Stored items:
"""

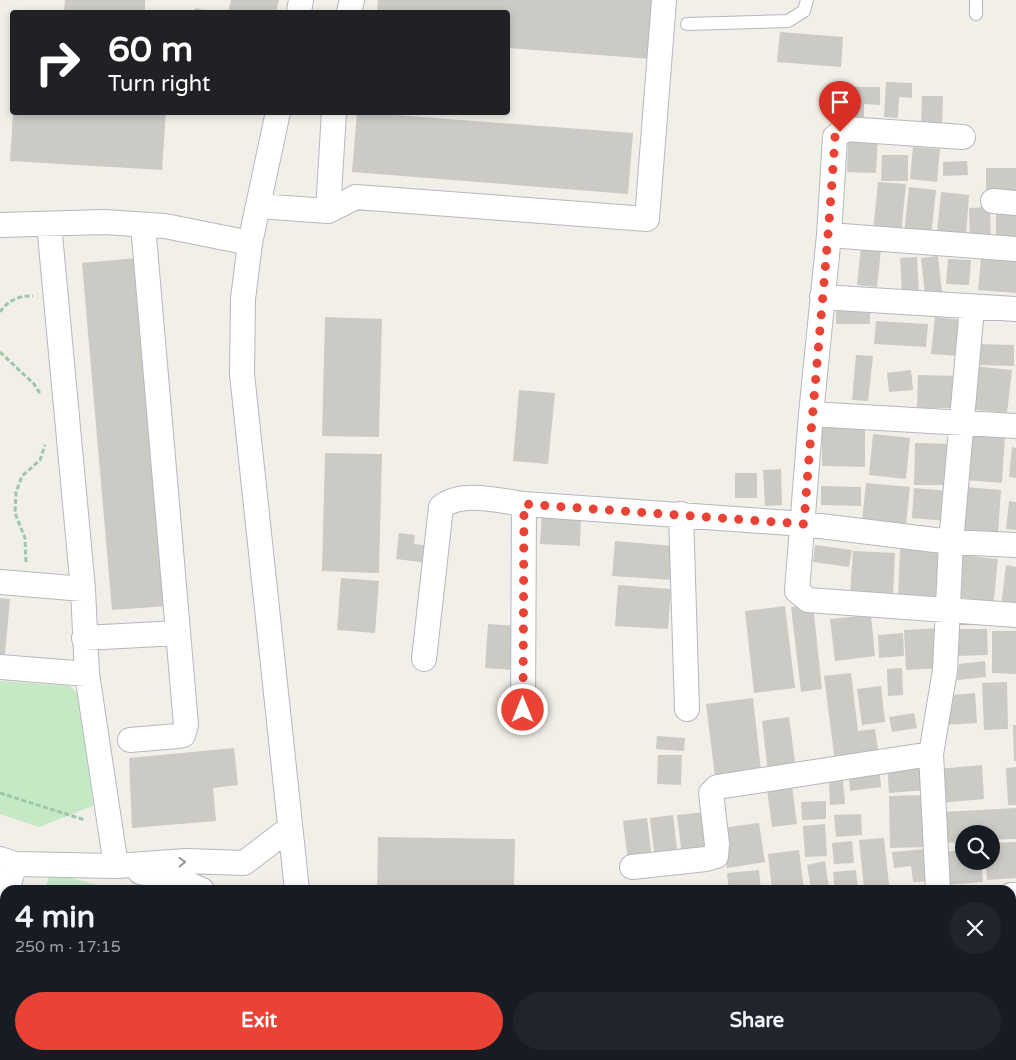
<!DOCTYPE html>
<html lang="en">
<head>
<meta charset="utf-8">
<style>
  :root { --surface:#171b24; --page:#20242c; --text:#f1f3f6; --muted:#9ea1a6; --accent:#ea4335 }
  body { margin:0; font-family:"Varela Round",sans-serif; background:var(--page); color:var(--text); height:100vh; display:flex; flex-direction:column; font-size:19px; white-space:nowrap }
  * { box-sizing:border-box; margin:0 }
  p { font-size:16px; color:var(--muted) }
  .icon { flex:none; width:28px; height:28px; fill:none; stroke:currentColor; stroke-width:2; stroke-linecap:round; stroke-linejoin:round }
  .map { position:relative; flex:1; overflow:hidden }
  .details { position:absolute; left:0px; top:885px; width:1016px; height:175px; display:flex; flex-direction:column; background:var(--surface); border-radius:15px 15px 0 0; box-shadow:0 2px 8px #0003 }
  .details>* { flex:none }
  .banner { position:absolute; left:10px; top:10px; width:500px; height:105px; border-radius:5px; box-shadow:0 2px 8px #0003; background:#202124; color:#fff; overflow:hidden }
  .buttons { position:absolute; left:955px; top:825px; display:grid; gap:10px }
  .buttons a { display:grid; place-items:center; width:45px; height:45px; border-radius:50%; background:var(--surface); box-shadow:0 2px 8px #0003; font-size:25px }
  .pin { position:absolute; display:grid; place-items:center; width:42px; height:42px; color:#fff; margin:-51px -21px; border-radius:50% 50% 50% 0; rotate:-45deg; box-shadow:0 0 5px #0007 }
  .pin .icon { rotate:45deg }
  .me { position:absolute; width:55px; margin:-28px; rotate:0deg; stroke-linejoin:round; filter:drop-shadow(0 0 4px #0008) }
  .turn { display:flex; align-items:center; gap:18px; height:105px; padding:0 15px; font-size:22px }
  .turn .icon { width:65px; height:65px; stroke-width:2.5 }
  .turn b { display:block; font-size:35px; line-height:42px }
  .round { display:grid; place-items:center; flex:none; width:52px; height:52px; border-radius:26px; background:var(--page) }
  .headline { display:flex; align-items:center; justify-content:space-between; height:85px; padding:0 15px }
  h1 { font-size:30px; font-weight:700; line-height:38px }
  .cta { display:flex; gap:10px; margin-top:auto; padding:10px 15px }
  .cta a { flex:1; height:58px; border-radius:30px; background:var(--accent); color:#fff; font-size:20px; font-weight:700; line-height:58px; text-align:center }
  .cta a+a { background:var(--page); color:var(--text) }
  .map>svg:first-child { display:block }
  .green { fill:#c5e8c5 }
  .building { fill:#cccac5 }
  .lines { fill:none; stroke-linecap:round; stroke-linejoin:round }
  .lane-casing { stroke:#b5b8bc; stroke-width:14 }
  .street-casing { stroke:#b5b8bc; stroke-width:26 }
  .path { stroke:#9cc7a9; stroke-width:3; stroke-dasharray:5 2.5; stroke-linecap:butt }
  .lane { stroke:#fff; stroke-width:12 }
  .street { stroke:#fff; stroke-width:24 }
  .oneway { stroke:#979a9d }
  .route { stroke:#ea4335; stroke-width:9; stroke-dasharray:0 16.2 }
</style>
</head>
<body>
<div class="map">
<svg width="1016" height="1060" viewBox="0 0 1016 1060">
  <rect width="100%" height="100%" fill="#f1efe8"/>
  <path class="green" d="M0,681L70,686L80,696L93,806L39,827L0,814Z
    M50,872L115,890H45Z
    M66,1055H275L276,1060H64Z"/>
  <path class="building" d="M65,0H145V12H64Z
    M231,0H279L276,12H228Z
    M378,0H656L651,59L508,48V12H377Z
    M195,8L215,12H194Z
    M780,32L843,37L841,67L777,62Z
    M886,82L912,83V98L899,97L898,118L884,117Z
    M851,87H880V105L864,104V119H850Z
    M922,96H943L942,127L921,126Z
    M13,112H166L162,170L10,161Z
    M357,112L633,133L628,194L352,172Z
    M848,137L878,138L876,173L847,172Z
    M913,147L940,149L937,182L910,179Z
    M882,155H908V181H881Z
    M967,161L968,175L943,176V162Z
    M986,168H1016V196L986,195Z
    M878,182L906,184L901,233L873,230Z
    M909,187L936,190L931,237L904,234Z
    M941,192L969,195L966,235L937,232Z
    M990,207L991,243L970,242L969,208Z
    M1016,208V245H996V209Z
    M861,247L881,250L877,287L857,285Z
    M938,256L942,292L925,294L921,258Z
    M917,257L919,293L902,294L900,258Z
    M137,258L168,606L112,610L82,263Z
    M948,259L971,260L969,285L946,284Z
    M981,259L1016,261V293L978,290Z
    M836,306H870V324H836Z
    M325,317L382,319L379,437L322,436Z
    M935,317L962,320L959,356L931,354Z
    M876,321L928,324L926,347L874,344Z
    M976,344L1014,345V366L975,365Z
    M856,355L873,356L868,401L852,400Z
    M973,366L1012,370L1007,413L968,409Z
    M911,370L913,390L889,392L887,373Z
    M918,375L959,376V408H917Z
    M519,390L555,393L548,464L513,461Z
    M822,421L865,422V467L822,466Z
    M969,433L1005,435L1002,483L965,480Z
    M873,434L910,438L906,479L869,475Z
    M915,443L953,444L952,485H914Z
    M1012,447L1016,448V478L1009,477Z
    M325,453L382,454L379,573L322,571Z
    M781,469L782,505L765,506L763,470Z
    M735,473H757V498H735Z
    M866,483L910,487L906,524L862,520Z
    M821,486L861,487V506L821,505Z
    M965,487L1001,490L998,534L962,532Z
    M914,488L949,491L946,521L912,518Z
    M1009,501L1016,502V530L1006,529Z
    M542,512L581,514L580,546L540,544Z
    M399,533L415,535L414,544L431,546L428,563L396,559Z
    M615,541L674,546L672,580L612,576Z
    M815,545L852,550L849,567L813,562Z
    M900,549L941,551L938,602L898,600Z
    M853,551L895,553L893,597L850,595Z
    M960,555L998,559L993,608L955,604Z
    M1006,565L1016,567V609L1001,607Z
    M341,578L379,581L375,633L337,630Z
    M618,585L671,589L668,629L615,626Z
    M0,598L10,599L5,654H0Z
    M813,605L822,689L801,692L791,607Z
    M785,606L795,688L754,693L745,611Z
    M871,615L875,656L835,661L830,619Z
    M488,624L518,626L515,670L485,668Z
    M942,628L944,668L906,670L904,630Z
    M958,629H987L988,655L958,656Z
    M992,631H1016V674L992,673Z
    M903,633L904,656L879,658L878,635Z
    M985,661L986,677L957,680L959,664Z
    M902,668L903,695L888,696L887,669Z
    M851,673L858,731L875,729L879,756L835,762L824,676Z
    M1007,682L1008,729L984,730L982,683Z
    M881,686L885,722L862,725L857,689Z
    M975,693L977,723L944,725L942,696Z
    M753,698L762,779L716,784L706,704Z
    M914,713L917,728L892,732L889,717Z
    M789,717L796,769L768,773L762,721Z
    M1013,725H1016V761H1014Z
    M657,736L685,738L684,751L656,749Z
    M234,748L238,785L213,788L216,821L132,828L129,758Z
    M658,755H682L681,785L657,784Z
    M923,760L926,790L889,793L887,763Z
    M879,765L881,787L850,791L848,768Z
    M982,765L984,799L940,803L937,769Z
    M1016,767V805H1008L1006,768Z
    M843,780L845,804L830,805L829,781Z
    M792,786L797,824L772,827L767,789Z
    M926,795L928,847L890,848L889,796Z
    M826,801V819L802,820L801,802Z
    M1016,808V839L991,840V834H964V842L943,843L942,812Z
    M705,812L710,853L682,856L677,815Z
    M861,814L862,835L836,837L834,815Z
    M673,815L678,858L655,860L650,818Z
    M647,818L652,859L628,862L623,821Z
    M759,823L765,862L727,868L721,828Z
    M825,824L827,856L805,857L803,826Z
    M378,837L515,839L514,890H377Z
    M884,838L889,885L864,888L859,840Z
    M852,841L854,863L834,864L832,843Z
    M1016,842V878L987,880L986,861H991V843Z
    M925,849L928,881L913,882L911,866L894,868L892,852Z
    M799,850L804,890H772L768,854Z
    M964,850V861H981L983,882L946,885L942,852Z
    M825,861L829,888L811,890L807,865Z
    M759,870L761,890H729L727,873Z
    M856,870L858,889L835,890L833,872Z
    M1011,953H1016V1010L1011,1011Z
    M0,1017L5,1019V1055H44L47,1060H0Z
    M652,1055H785L784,1060H652Z"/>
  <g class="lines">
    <g class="lane-casing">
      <path id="lane" d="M976,14V0
        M687,24L788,21L804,11L807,0"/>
    </g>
    <g class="street-casing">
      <path id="street" d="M299,12L301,0
        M349,12L352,0
        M278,112L250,243L243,299L242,374L297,890
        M963,137L846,129L835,137L829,235L811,414L797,591L808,600L1016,615
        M993,201L1016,203
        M258,206L328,211L356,197L647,219L664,0
        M328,211L334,112
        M49,224L83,589L87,674L116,866
        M0,225L104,222L165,226L250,243
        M829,235L1016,249
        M822,297L1016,309
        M811,414L1016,426
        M681,514L687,709
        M0,582L83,589
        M84,638L178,633
        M424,659L441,507C462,490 499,501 524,504
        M0,667L87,674
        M523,710L524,504L804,524L951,542L1016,545
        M130,740L178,736L183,735L186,725L143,225
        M0,859L15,864L116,866L186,861L244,863L290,828
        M632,867L706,859L716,856L717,844L711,793L717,787L931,754
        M140,872L179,880L202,890
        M7,890L15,864
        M938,890L931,754L945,670L951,542L972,307
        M1011,895H1016
        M0,917L5,899
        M0,998L5,999
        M1011,1054L1016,1053
        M314,1055V1060
        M871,1059L952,1055"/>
    </g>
    <path class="path" d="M0,312C7,301 20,295 33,296
      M0,352L34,384L41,395
      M26,562L25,538L15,513L16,492L22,476L40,460L45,445
      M0,793L85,820"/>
    <use href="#lane" class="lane"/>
    <use href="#street" class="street"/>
  </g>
  <defs><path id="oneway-chevron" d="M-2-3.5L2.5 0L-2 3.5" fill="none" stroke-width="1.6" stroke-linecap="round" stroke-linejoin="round" transform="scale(1.25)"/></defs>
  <use class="oneway" href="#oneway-chevron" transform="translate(182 862) rotate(-2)"/>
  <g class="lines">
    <path class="route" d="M523,710L524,504L804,524C813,395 827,266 835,137L840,132"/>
  </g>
</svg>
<div class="buttons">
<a><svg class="icon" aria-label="search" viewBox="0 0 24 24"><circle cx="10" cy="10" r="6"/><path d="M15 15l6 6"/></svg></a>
</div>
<div class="pin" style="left:840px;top:132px;background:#d93025"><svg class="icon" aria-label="arrive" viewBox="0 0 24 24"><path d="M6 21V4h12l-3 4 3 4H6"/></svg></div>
<svg class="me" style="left:523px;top:710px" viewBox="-20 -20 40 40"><circle r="17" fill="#ea4335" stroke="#fff" stroke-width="3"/><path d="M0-11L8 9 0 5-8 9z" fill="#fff"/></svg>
<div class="banner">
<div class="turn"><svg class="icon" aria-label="right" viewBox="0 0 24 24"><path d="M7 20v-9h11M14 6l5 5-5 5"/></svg><div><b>60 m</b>Turn right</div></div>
</div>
<section class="details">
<div class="headline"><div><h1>4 min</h1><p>250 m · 17:15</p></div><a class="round"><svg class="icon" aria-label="close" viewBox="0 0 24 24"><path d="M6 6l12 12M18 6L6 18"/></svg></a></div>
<div class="cta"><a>Exit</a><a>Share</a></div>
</section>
</div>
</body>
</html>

"""

PROBLEM TO SOLVE: Look through the data above and return each line where the string "buttons" occurs.

WRITTEN SOLUTION:
  .buttons { position:absolute; left:955px; top:825px; display:grid; gap:10px }
  .buttons a { display:grid; place-items:center; width:45px; height:45px; border-radius:50%; background:var(--surface); box-shadow:0 2px 8px #0003; font-size:25px }
<div class="buttons">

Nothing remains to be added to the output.